A Conservation Design Development may be considered through a two-staged Development Agreement Process. A development agreement is a contract between a property owner and the Municipality outlining the requirements for development on a specific property. It can include requirements for subdivision of land, new streets, land uses, parkland and building design.
Stage 1: Site Analysis is a preliminary site design process intended to determine open space areas to be preserved and potential areas for development. In this stage, conservation features are identified to calculate the net developable area and determine the maximum density.
Stage 2: Conceptual Design involves the delineation of roads, private driveways, lots and other physical design features of the development. In this stage, conceptual designs and technical studies are required. The Stage 2 plan required approval by the applicable community council in the form of a development agreement. If approved, the Stage 2 plan is used as final design approval for future subdivision and permit applications.
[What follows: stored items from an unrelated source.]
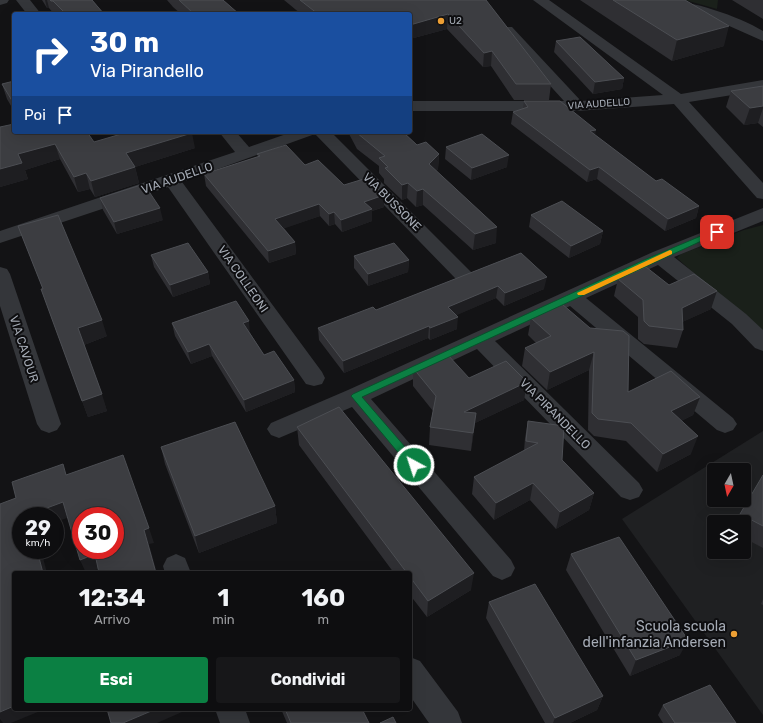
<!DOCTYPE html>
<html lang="it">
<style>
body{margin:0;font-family:Rubik,sans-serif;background:#171719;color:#f1f3f6;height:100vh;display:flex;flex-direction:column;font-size:15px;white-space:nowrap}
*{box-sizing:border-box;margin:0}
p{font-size:13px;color:#9b9c9f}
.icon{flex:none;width:22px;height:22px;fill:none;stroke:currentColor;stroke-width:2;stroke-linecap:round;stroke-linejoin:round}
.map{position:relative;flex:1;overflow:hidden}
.drawer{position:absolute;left:12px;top:571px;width:400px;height:140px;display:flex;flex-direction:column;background:#0e0e10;border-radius:4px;box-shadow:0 4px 16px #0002,0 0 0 1px #2e2e30}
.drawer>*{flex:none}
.hud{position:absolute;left:12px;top:12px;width:400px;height:122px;border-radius:4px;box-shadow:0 4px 16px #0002,0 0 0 1px #2e2e30;background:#1a4fa0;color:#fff;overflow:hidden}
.needle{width:26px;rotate:189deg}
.fabs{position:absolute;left:707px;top:463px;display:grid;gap:8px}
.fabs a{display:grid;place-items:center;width:44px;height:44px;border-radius:4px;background:#0e0e10;box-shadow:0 4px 16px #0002,0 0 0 1px #2e2e30;font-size:20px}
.speed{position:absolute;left:12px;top:507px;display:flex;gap:8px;font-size:20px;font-weight:700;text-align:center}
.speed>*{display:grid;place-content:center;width:52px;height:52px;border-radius:50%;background:#0e0e10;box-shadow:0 4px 16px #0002,0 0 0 1px #2e2e30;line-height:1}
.speed small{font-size:10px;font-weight:400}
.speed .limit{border:6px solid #d22;background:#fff;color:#111}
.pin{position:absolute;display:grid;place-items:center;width:34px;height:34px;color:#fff;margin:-17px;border-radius:8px;box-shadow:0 2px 6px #0006}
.me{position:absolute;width:44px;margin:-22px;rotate:320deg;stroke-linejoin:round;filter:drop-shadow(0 0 3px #0008)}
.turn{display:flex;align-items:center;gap:14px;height:84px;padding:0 12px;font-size:18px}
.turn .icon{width:52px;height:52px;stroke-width:2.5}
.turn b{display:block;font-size:28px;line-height:34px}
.then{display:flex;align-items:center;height:38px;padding:0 12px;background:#0003;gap:8px;font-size:15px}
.eta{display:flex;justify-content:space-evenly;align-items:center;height:68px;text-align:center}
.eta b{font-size:24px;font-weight:700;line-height:28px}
.cta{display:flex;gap:8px;margin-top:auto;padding:8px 12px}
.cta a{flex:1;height:46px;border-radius:4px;background:#0b8043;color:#fff;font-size:16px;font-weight:700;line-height:46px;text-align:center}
.cta a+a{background:#171719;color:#f1f3f6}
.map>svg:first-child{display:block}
.built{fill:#1f2022;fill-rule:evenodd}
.green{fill:#1a201a}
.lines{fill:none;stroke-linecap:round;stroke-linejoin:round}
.minor{fill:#34363a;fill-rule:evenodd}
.wall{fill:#2f2f33}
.shaded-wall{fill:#1e1e21}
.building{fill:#3c3d41;stroke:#4c4e53;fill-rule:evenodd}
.route{fill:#0b8043;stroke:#07532c}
.slow{fill:#f59e0b}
.poi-dot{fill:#ed9f34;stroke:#0e0e10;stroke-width:1.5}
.labels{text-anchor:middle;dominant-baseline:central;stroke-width:4;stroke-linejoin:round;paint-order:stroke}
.far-poi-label{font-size:10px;fill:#a5abb5;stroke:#0e0e10;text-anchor:start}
.far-street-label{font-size:10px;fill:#a5abb5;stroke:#0e0e10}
.street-label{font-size:12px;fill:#a5abb5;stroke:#0e0e10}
.near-poi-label{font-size:14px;fill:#a5abb5;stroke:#0e0e10;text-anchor:end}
</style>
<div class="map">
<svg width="763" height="723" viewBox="0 0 763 723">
<rect width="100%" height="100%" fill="#131315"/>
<path class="built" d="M763 431V715L622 519ZM714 470H744V500H714ZM714 522H744V552H714Z"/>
<path class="green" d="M685 0H718L717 9Z
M763 225V334L677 258 681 254 744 230Z"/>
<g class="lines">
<path class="minor" d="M0 0H9L7 3 0 5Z
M16 0H30L41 14H27Z
M533 0H549L681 94 763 80V90L689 102 763 183V199L757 198 674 104 577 111H410V101H564L502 33 500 30 502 27H512L581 101 663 95Z
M663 0C691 0 738 16 763 31V41L727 25 672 7Z
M219 132H236L249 147 292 132H331L472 273 469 278 462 279 455 278 315 134 182 182 322 372 325 378 322 384 314 386 306 384 168 187 0 243V231L235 152Z
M763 208V221L674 257 746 314 763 330V351L755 348 732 324 658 265 586 298 733 418 737 424 733 430 725 433 717 430 570 306 495 341 639 483 643 490 639 497 630 500 621 497 477 349 371 399 511 560 515 568 511 576 502 580 493 576 352 407 279 438 271 435 267 429 271 423 348 390 653 252Z
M0 267 7 269 10 274 61 424 57 430 49 433 41 430 37 424 0 306Z
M176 554 185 558 191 573H165L163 566 167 558Z
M410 657 420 661 458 712 462 723H429L410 696Z
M215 709H245L250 723H220Z"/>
</g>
<path class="wall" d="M42 0H92L104 14H54L49 8H47Z
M167 0H223L239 14H181L173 7Z
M284 0H486L551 84 549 100H514L491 66 483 67 447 29 410 39V14H301Z
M580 0H685L724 46 672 61Z
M732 0H763V19Z
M556 41 624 78 622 89 593 94 554 52Z
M14 81V111L7 99 2 84Z
M763 86V127L758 123 744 125 726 107 731 91Z
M524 101 595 135 656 181 699 206 696 218 665 231 597 179 587 182 511 124 513 112 523 109Z
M0 127 94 142 195 148 135 167 139 183 95 197 90 189 78 192 60 159 25 170 28 179 0 187Z
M348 132H403L417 145 439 154 438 169 436 171 496 243 473 250 423 205 416 207 407 198 402 200 384 183V179L379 173V166L357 149Z
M446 147 507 167 471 180 445 159Z
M257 154 305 165 344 185 384 195V207L372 211V221L342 232 335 224 329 226 320 216 284 228 295 242 296 254 269 263 206 186 204 174 258 157Z
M100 198 163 220 117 234 103 210Z
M531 215 603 231 600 244 569 258 529 227Z
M18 226 107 336 84 345 107 411 88 417 41 289H43Z
M521 253 544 289 504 306 496 298 456 315 457 329 430 340 428 338 344 373 319 340 318 328 376 310Z
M151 255 208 272 210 284 173 297 154 267Z
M354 256 409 260 408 272 368 286 354 268Z
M618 279 669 285 711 309 682 322 683 330 677 348 644 344 638 339V317L614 296Z
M562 304 628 392 700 397 693 415 681 421 691 454 657 472 626 441 594 436 588 430 589 370 547 390 522 366 525 348 536 343 528 335 531 318Z
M172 323 250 333 264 355 294 380 295 392 246 412 212 356 191 364 175 336Z
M413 368 469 378 527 382 524 400 475 423 471 451 429 445 430 427 433 411 413 386Z
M528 421 562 460 594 493 589 510 556 529 530 500 494 520 472 494 474 477 524 451 525 438Z
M297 427 471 590 427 617 410 595V573H394L299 445Z
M161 447 275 506 277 523 199 553 165 464Z
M763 475V548L744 538V522H736L740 514Z
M571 554 680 655 630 676 566 570Z
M763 599V605L761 604Z
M489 602 603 696 597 710 570 723H545L486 618Z
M663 705 736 723H663L658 715Z
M281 709H362L369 723H287Z"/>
<path class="shaded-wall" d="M45 0H47L49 8H47Z
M448 14 447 29 410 39V25Z
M729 26 724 46 672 61 677 40Z
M492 51 491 66 483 67 484 53Z
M624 78 622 89 593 94 595 82Z
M763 106V108L758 123 744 125 750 108Z
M596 130 594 141 590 131Z
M192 133 195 148 135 167 139 183 95 197 91 181 126 153Z
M55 144 60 159 25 170 28 179 0 187V169L18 154Z
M439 154 438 169 428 180 429 164Z
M509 155 507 167 471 180 472 168Z
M599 167 597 179 587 182 590 170Z
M86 173 90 189 78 192 74 177Z
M408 183 407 198 402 200V185Z
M423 189V205L416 207 417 191Z
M384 195V207L372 211V221L342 232 341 220 364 202Z
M319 204 320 216 277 231 275 219Z
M699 206 696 218 665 231 668 219Z
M160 208 163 220 117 234 114 222Z
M334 212 335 224 329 226V214Z
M497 227 496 243 473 250 475 234Z
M603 231 600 244 569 258 571 246Z
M295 242 296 254 269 263 268 251Z
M409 260 408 272 368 286V274Z
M208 272 210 284 173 297 170 285Z
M547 277 544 289 504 306 505 293Z
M498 286 496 298 448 319V307Z
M717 291 711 309 676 325 682 308Z
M458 317 457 329 430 340V328Z
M102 320 107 336 84 345 78 328Z
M249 321 250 333 245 335 243 323Z
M429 326 428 338 344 373 343 361Z
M209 344 212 356 191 364 188 352Z
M594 352 589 370 547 390 550 372Z
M294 380 295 392 246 412 244 400Z
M527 382 524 400 475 423 471 451 473 433 464 412Z
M102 394 107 411 88 417 82 401Z
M700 397 693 415 665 429 671 411Z
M698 436 691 454 657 472 663 454Z
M533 483 530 500 494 520 496 503Z
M594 493 589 510 556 529 560 512Z
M63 502 70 517 55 522V516H28V515Z
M275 506 277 523 199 553 195 536Z
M149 528 154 543 149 544 157 573H156L144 530Z
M37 550H41L47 573H43Z
M95 554 101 568 88 573H86L80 560Z
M474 573 471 590 427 617 428 601Z
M688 640 680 655 630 676 636 660Z
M603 696 597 710 570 723H553L555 718Z
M14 706V709H45L11 723H3L0 719V712Z
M156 709H181L182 712 157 723H123Z"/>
<path class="building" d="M50 0H92L104 14H66L53 1H51Z
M179 0H223L239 14H194Z
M300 0H486L551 84H516L492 51 484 53 448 14 410 25V14H318Z
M613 0H685L729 26 677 40Z
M580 37 624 78 595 82 556 41Z
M14 81V104L2 84Z
M763 86V106L750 108 731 91Z
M524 101H560L596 130 590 131 656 181 662 179 699 206 668 219 599 167 590 170 513 112 528 107Z
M14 124V132H87L94 142 128 132H192V133L126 153 135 167 91 181 86 173 74 177 55 144 18 154 22 163 0 169V127Z
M356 132H403L417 145 426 142 439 154 429 164 497 227 475 234 423 189 417 191 408 183 402 185 385 168 388 167 379 158 385 156 357 133Z
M482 134 509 155 472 168 446 147Z
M286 145 305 165 318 160 344 185 367 178 384 195 364 202 372 209 341 220 334 212 329 214 319 204 275 219 295 242 268 251 204 174 260 156 257 154Z
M144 184 160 208 114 222 100 198Z
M562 201 603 231 571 246 531 215Z
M58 215 102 320 78 328 102 394 82 401 41 289H43L18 226Z
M188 243 208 272 170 285 151 255Z
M394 243 409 260 368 274 354 256Z
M521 253 547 277 505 293 498 286 448 307 458 317 430 328 429 326 343 361 318 328 373 307 376 310Z
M646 267 669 285 694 274 717 291 682 308 683 330 649 326 644 321 643 300 618 279Z
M236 301 249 321 243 323 264 355 274 351 294 380 244 400 209 344 188 352 172 323Z
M562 304 590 328 623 331 629 336 628 392 671 371 700 397 671 411 698 436 663 454 631 423 598 419 592 413 594 352 550 372 525 348 551 336 531 318Z
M447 354 469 378 506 361 527 382 464 412 476 413 473 433 430 427 436 396 413 368Z
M339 407 474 573 428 601 410 577V573H407L297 427Z
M528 421 564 426 562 460 594 493 560 512 533 483 496 503 474 477 538 443 526 441Z
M235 422 275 506 195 536 161 447Z
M123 455 149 528 144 530 156 573H99L95 554 80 560 63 502 28 515V516H21V550H37L43 573H14V706L0 712V504L16 498 12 482 63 464 66 475ZM81 516H115V550H81Z
M763 475V526L740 514Z
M619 537 688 640 636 660 571 554Z
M535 584 603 696 555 718 489 602Z
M710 685 736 723H675L663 705Z
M107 709H156L123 723H111Z
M285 709H362L369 723H291Z
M393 717 396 723H380Z"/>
<path class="route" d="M715 230 721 232 362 397 418 462 419 465 418 468H411L351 396 353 394 644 260Z"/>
<path class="slow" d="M670 250 672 251V254L584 295H578L577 293Z"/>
<g class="poi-dot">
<circle cx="441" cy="21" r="4"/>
<circle cx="734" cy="634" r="4"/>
</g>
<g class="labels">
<g class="far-poi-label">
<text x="449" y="21">U2</text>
</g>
<g class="far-street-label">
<text transform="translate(599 104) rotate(-4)">VIA AUDELLO</text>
</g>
<g class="street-label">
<text transform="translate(177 178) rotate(-19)">VIA AUDELLO</text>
<text transform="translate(392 202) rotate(45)">VIA BUSSONE</text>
<text transform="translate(243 279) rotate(55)">VIA COLLEONI</text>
<text transform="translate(24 349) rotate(72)">VIA CAVOUR</text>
<text transform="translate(555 414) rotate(45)">VIA PIRANDELLO</text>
</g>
<g class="near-poi-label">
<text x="726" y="626">Scuola scuola<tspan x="726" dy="16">dell'infanzia Andersen</tspan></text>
</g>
</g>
</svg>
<div class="fabs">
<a><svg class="needle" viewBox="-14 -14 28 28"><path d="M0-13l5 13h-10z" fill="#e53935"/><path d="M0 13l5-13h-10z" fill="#9b9c9f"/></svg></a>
<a><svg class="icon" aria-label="layers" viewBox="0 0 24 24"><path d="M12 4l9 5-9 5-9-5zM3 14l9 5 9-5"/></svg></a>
</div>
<div class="speed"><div>29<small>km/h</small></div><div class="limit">30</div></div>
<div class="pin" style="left:717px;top:232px;background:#d93025"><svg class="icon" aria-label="arrive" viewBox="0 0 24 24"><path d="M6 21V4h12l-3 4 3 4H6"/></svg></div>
<svg class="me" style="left:414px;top:465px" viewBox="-20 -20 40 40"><circle r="17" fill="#0b8043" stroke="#fff" stroke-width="3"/><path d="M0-11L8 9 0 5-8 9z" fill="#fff"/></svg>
<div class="hud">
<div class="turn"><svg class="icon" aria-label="right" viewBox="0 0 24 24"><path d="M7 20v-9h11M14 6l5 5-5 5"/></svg><div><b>30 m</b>Via Pirandello</div></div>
<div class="then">Poi<svg class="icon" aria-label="arrive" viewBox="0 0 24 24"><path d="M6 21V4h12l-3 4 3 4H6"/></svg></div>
</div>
<section class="drawer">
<div class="eta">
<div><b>12:34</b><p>Arrivo</p></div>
<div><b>1</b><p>min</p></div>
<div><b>160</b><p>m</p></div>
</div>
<div class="cta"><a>Esci</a><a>Condividi</a></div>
</section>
</div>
What technical information is required?
In addition to survey plans and design drawings, the following technical studies are required when submitting an application for a Conservation Design Development:
• Traffic Impact Statement prepared in accordance with HRM’s Guidelines for the Preparation of Traffic Impact Studies
• Level 1 & 2 Groundwater Assessment Report prepared in accordance with the Nova Scotia Environment Guide to Groundwater Assessment for Subdivisions Serviced by Private Wells
• Hydrogeological Assessment prepared by a qualified professional if the proposed development is to be serviced by a groundwater supply
• Proposed sewage treatment system prepared with a sufficient level of information for Nova Scotia Environment to conclude that it is feasible to service the development
• Archaeological Assessment if required by the Nova Scotia Museum
• Conceptual Stormwater Management Plan
• Conservation Design Management Plan for the long-term restoration and management of open space areas
• No Net Increase in Phosphorous Assessment if required by a Secondary Plan
The technical studies help determine where the conservation features are located on the property, the maximum density that can be considered, if the proposed development is capable of being serviced and if it will pose a traffic hazard to the existing community.